It's January, and so far in Chicago we've had a relatively mild winter. We've had some cold days, but in the last week or so we had temperatures in the 50's and I was grilling outside without the need for a winter coat. There has been almost no snow. Yet I have grown to hate winter as the years go by, and I still can't wait for it to be over. Hearing others complain about the lack of snow made me remember growing up in the 1970's, and how much I used to enjoy winter.
The first thing I remembered was the winter clothing we had back then. Mothers would constantly remind their children to "bundle up and keep warm." This could be taken too far, in that you could end up completely unable to move, like Ralphie's whiny kid brother in A Christmas Story. What moms either failed to realize, or ignored for other reasons, is that kids would rather deal with the cold than be caught in clothing that was considered uncool. At a certain age, for example, mittens were perfectly acceptable for boys, but later, only gloves would do. I'm not sure why, other than I remember having better control of making and throwing snowballs with gloves -- an important consideration back then.
No one wanted to be the kid who had to wear galoshes over his street shoes, you had to have boots -- and heaven forbid they were moon boots (remember those?). No, they had to be work boots, those tan-colored leather boots you laced up. It was also acceptable to wear those greenish-brown and mustard yellow rubber boots if you were building a snowman or shoveling snow. Besides galoshes and mittens, it was also considered uncool to wear a scarf. Scarves were considered to be for girls and Momma's boys. If a boy had a scarf, you could bet he had mittens, along with a clip so they could be fastened directly to his coat. And he probably had galoshes and a pocket protector, too.
In a previous post, Back to School in the 70's: Razzles, Bullies and Primary Colors, I described my first winter coat. It was an electric blue fake fur coat with a hood, making me look like a little blue teddy bear, and I was thankful when I grew out of it. Then it was time for CPO jackets, made of wool and lined with fleece, plaid and cut like a shirt, as if to say "it's not cold out here." For more "formal" occasions, you had to have a pea coat, a double breasted wool coat, usually in black or dark navy blue. Some guys even had sheepskin McCloud jackets, like Dennis Weaver wore in the TV show, tan colored with white fleece. No one really wore cowboy hats in Chicago -- unless you were playing Cowboys, of course. That was more of a summertime or indoor activity, though.

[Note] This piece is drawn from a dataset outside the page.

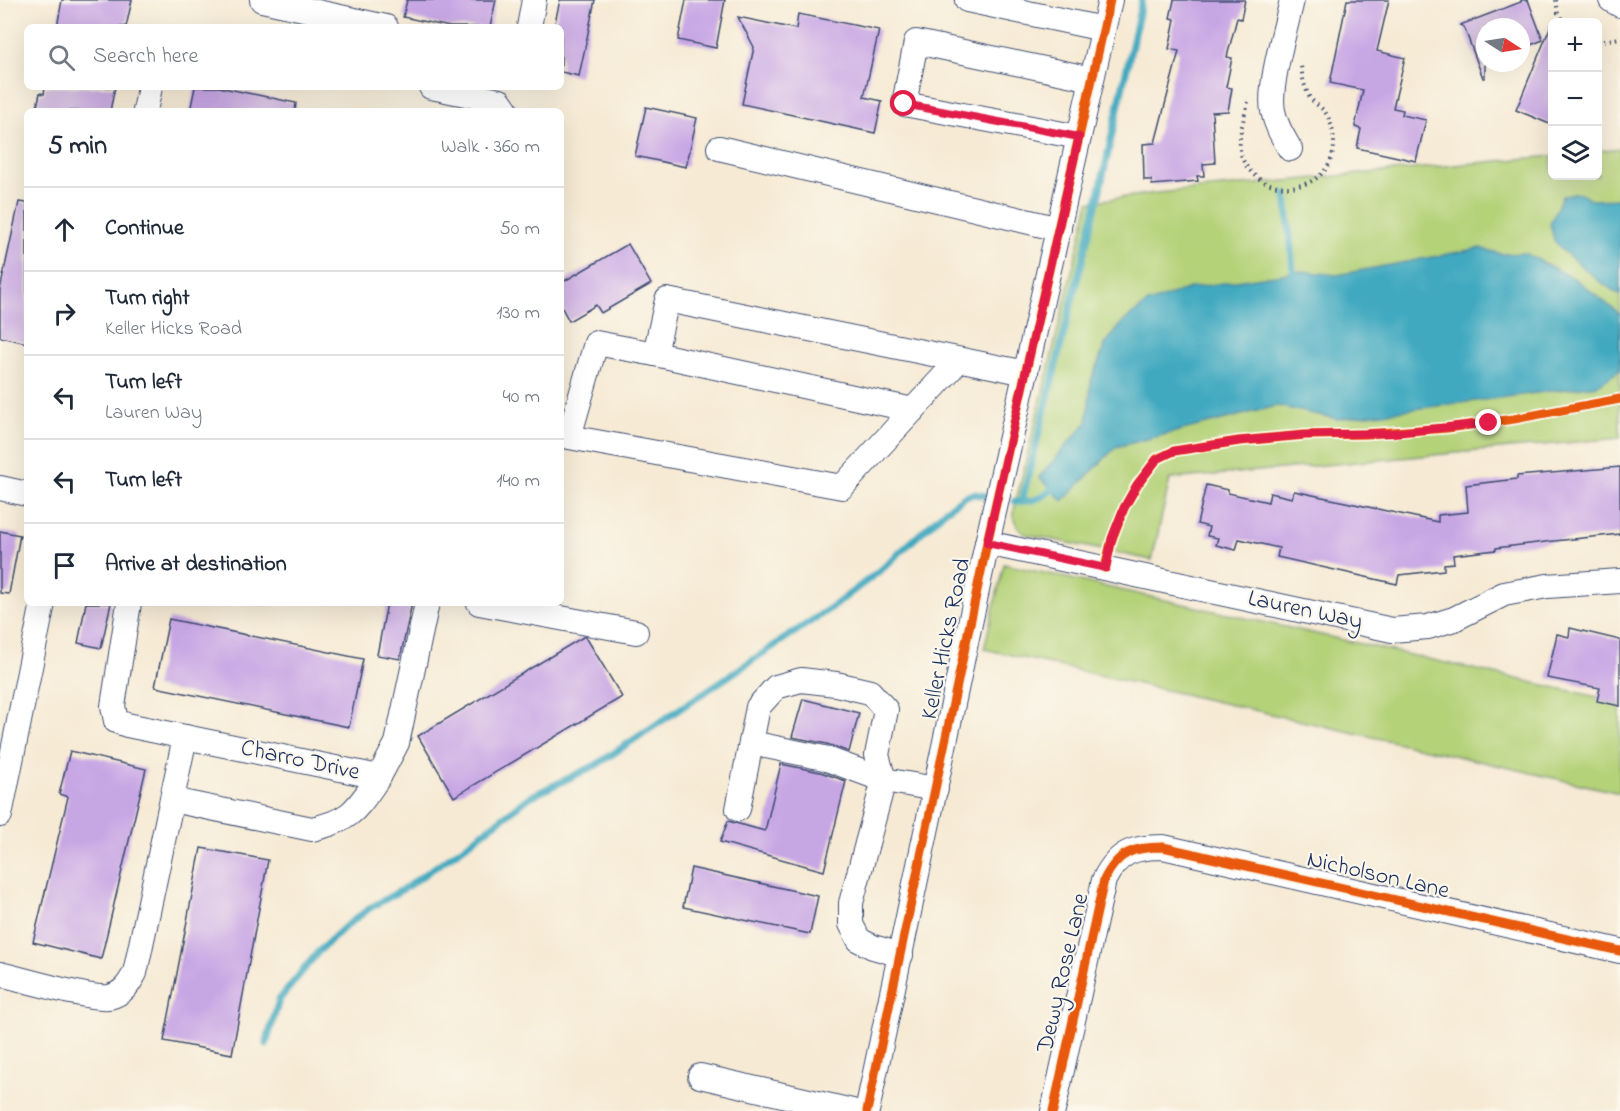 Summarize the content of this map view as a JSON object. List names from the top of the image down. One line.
{"streets":{"street":["Lauren Way","Keller Hicks Road","Charro Drive","Nicholson Lane","Dewy Rose Lane"]},"crossings":[["Lauren Way","Keller Hicks Road"],["Nicholson Lane","Dewy Rose Lane"]],"north":"right","page":{"map_buttons":["+","−"],"search":"Search here","heading":["5 min","Walk · 360 m"],"list":[["Continue","50 m"],["Turn right","Keller Hicks Road","130 m"],["Turn left","Lauren Way","40 m"],["Turn left","140 m"],"Arrive at destination"]}} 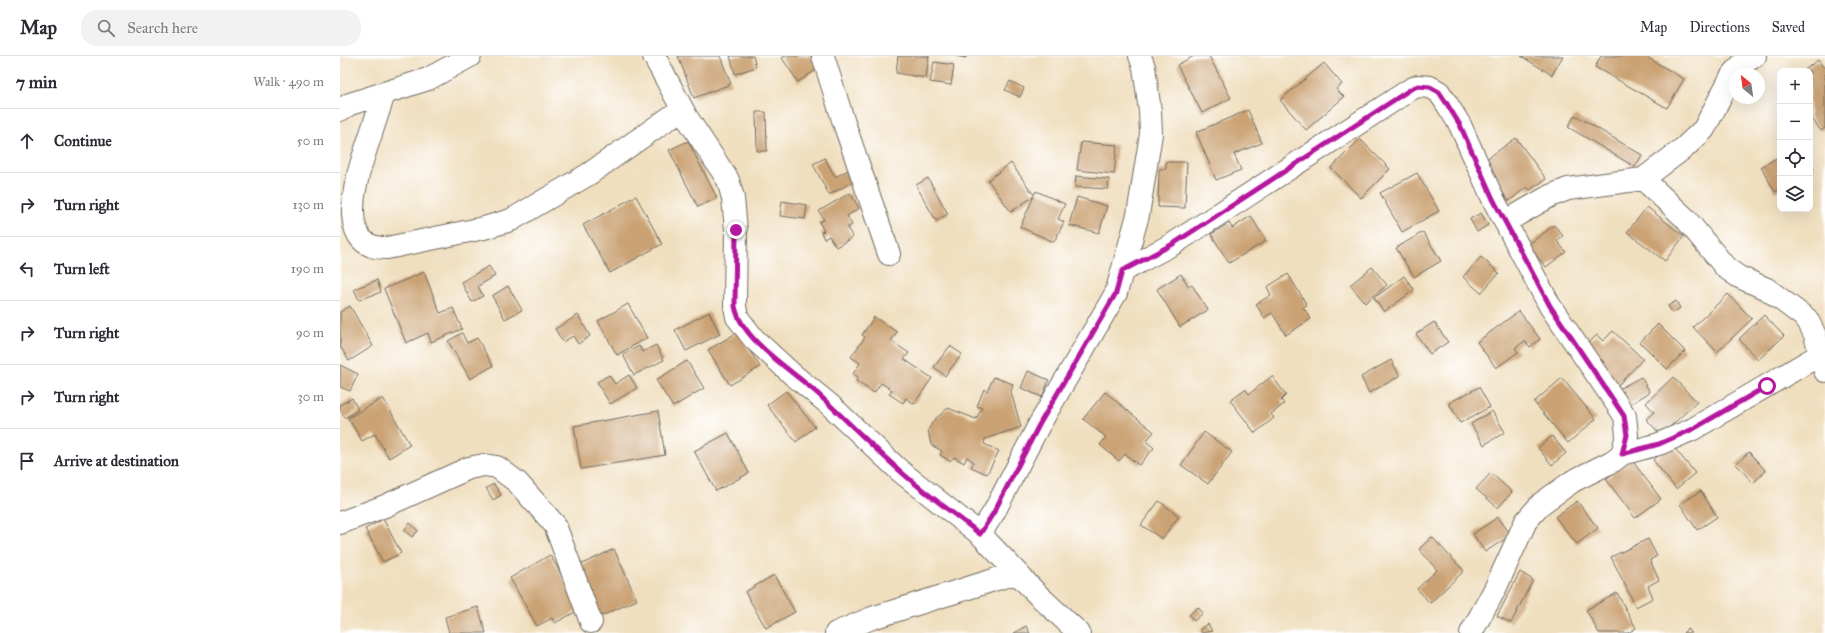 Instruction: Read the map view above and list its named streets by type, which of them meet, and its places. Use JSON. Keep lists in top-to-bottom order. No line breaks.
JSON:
{"north":"top left","page":{"header":"Map","search":"Search here","nav":["Map","Directions","Saved"],"heading":["7 min","Walk · 490 m"],"map_buttons":["+","−"],"list":[["Continue","50 m"],["Turn right","130 m"],["Turn left","190 m"],["Turn right","90 m"],["Turn right","30 m"],"Arrive at destination"]}}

What about winter hats? First of all, there's no consensus on what all the styles are called -- the names vary wildly from region to region and sometimes within a certain region. At least where and when I grew up, those "Elmer Fudd" or Catcher in the Rye hunting hats were considered for old people. There were also more European looking hats, that you could imagine being worn by skiers. They were long, enough to cover the ears, with "strings" that would hang down so you could tie them under your chin. There was also a string that hung off the top, supposedly so it would fly in the air as you zoomed down the mountain. The preferred winter hat was what can be called a "skull cap", either with or without the little pom-pom on top. You could cover your ears to keep them warm with these hats, so apparently that was OK, but having a hunting hat with ear flaps wasn't. I'm not saying that makes sense, that's just the way it was. I have heard the term "beanie" used to describe a skull cap, which baffles me. I always associated the term beanie with a baseball hat with a propeller on top, probably because of the old TV cartoon Beany and Cecil.
You would also see what we called "ski masks" which were basically extra-large skull caps that you could pull down to cover your face, with cutouts for your eyes and mouth. As these became more popular with bank robbers and other criminals, they became less popular for casual wear, at least on the South Side of Chicago.
It just wasn't worth the risk of mistaken identity.